→ Task to complete
Transcribe every record exactly.

→ Dataset

--- START ---

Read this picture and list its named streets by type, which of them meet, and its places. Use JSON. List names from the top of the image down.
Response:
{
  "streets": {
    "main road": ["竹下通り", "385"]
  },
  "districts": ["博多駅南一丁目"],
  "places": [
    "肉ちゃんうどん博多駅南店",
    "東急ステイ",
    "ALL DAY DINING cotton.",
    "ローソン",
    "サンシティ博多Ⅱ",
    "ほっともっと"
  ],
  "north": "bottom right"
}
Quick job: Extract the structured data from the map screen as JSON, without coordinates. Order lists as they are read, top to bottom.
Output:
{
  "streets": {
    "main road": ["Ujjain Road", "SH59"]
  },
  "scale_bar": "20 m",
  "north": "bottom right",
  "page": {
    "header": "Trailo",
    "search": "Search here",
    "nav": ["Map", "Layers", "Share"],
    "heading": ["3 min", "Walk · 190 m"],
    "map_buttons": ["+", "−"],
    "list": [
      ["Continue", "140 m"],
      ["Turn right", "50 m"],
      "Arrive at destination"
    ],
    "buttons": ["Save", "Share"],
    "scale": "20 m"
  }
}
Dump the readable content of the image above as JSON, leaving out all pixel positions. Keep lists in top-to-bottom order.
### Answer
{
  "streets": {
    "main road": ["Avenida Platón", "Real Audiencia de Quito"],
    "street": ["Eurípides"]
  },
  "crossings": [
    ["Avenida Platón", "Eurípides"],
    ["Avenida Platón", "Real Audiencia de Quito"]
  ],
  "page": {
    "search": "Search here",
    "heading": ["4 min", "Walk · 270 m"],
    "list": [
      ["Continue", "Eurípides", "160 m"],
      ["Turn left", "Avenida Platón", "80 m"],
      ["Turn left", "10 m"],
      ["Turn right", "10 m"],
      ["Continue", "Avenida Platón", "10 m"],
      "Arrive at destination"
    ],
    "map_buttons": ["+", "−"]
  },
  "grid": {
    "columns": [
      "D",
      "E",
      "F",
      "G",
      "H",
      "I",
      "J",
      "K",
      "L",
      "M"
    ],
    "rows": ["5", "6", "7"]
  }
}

--- END ---

→ The completed task
Read this picture and list its named streets by type, which of them meet, and its places. Use JSON. List names from the top of the image down.
Response:
{
  "streets": {
    "main road": ["竹下通り", "385"]
  },
  "districts": ["博多駅南一丁目"],
  "places": [
    "肉ちゃんうどん博多駅南店",
    "東急ステイ",
    "ALL DAY DINING cotton.",
    "ローソン",
    "サンシティ博多Ⅱ",
    "ほっともっと"
  ],
  "north": "bottom right"
}
Quick job: Extract the structured data from the map screen as JSON, without coordinates. Order lists as they are read, top to bottom.
Output:
{
  "streets": {
    "main road": ["Ujjain Road", "SH59"]
  },
  "scale_bar": "20 m",
  "north": "bottom right",
  "page": {
    "header": "Trailo",
    "search": "Search here",
    "nav": ["Map", "Layers", "Share"],
    "heading": ["3 min", "Walk · 190 m"],
    "map_buttons": ["+", "−"],
    "list": [
      ["Continue", "140 m"],
      ["Turn right", "50 m"],
      "Arrive at destination"
    ],
    "buttons": ["Save", "Share"],
    "scale": "20 m"
  }
}
Dump the readable content of the image above as JSON, leaving out all pixel positions. Keep lists in top-to-bottom order.
### Answer
{
  "streets": {
    "main road": ["Avenida Platón", "Real Audiencia de Quito"],
    "street": ["Eurípides"]
  },
  "crossings": [
    ["Avenida Platón", "Eurípides"],
    ["Avenida Platón", "Real Audiencia de Quito"]
  ],
  "page": {
    "search": "Search here",
    "heading": ["4 min", "Walk · 270 m"],
    "list": [
      ["Continue", "Eurípides", "160 m"],
      ["Turn left", "Avenida Platón", "80 m"],
      ["Turn left", "10 m"],
      ["Turn right", "10 m"],
      ["Continue", "Avenida Platón", "10 m"],
      "Arrive at destination"
    ],
    "map_buttons": ["+", "−"]
  },
  "grid": {
    "columns": [
      "D",
      "E",
      "F",
      "G",
      "H",
      "I",
      "J",
      "K",
      "L",
      "M"
    ],
    "rows": ["5", "6", "7"]
  }
}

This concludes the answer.